━━━ Task material

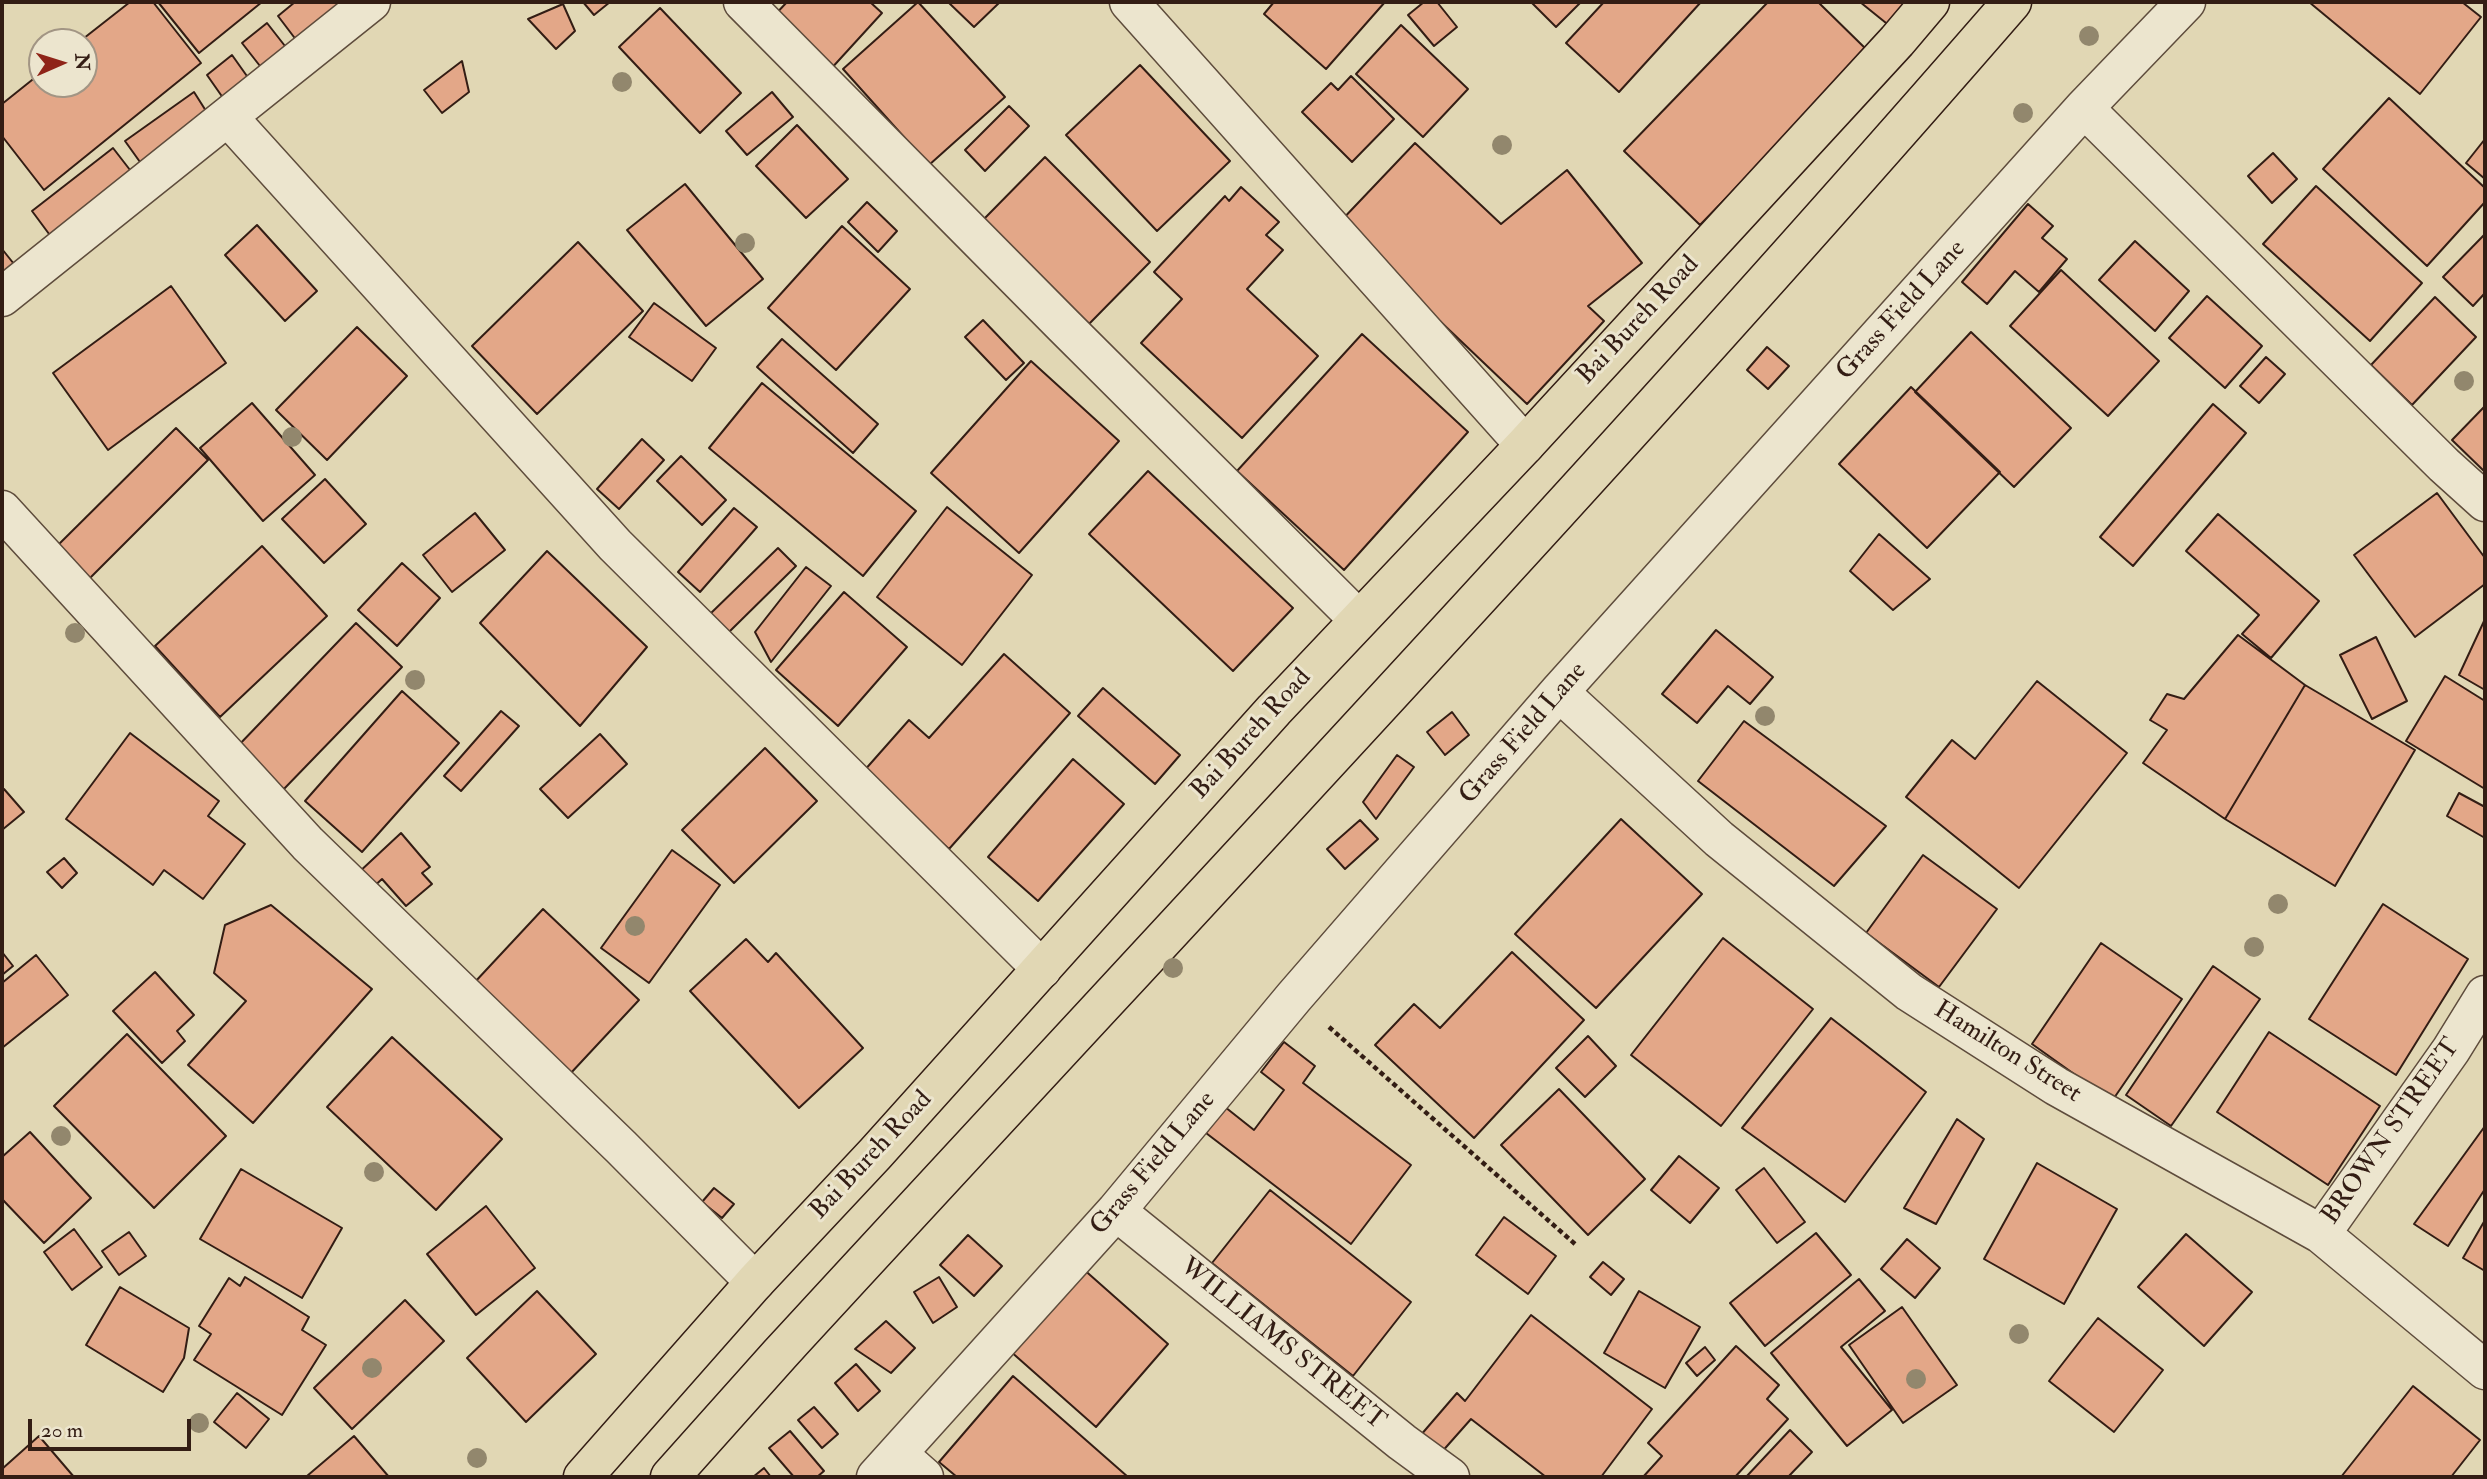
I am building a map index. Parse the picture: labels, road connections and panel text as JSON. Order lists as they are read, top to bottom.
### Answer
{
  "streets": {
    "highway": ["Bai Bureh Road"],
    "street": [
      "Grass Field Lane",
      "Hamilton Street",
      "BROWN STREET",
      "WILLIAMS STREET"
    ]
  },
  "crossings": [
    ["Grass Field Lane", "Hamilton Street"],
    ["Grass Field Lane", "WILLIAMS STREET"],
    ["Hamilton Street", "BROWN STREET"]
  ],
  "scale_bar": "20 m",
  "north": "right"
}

━━━━━━

• Directions for this task:
All the records need to be printed again exactly as written, though without their pictures.

• Completed task:
I am building a map index. Parse the picture: labels, road connections and panel text as JSON. Order lists as they are read, top to bottom.
### Answer
{
  "streets": {
    "highway": ["Bai Bureh Road"],
    "street": [
      "Grass Field Lane",
      "Hamilton Street",
      "BROWN STREET",
      "WILLIAMS STREET"
    ]
  },
  "crossings": [
    ["Grass Field Lane", "Hamilton Street"],
    ["Grass Field Lane", "WILLIAMS STREET"],
    ["Hamilton Street", "BROWN STREET"]
  ],
  "scale_bar": "20 m",
  "north": "right"
}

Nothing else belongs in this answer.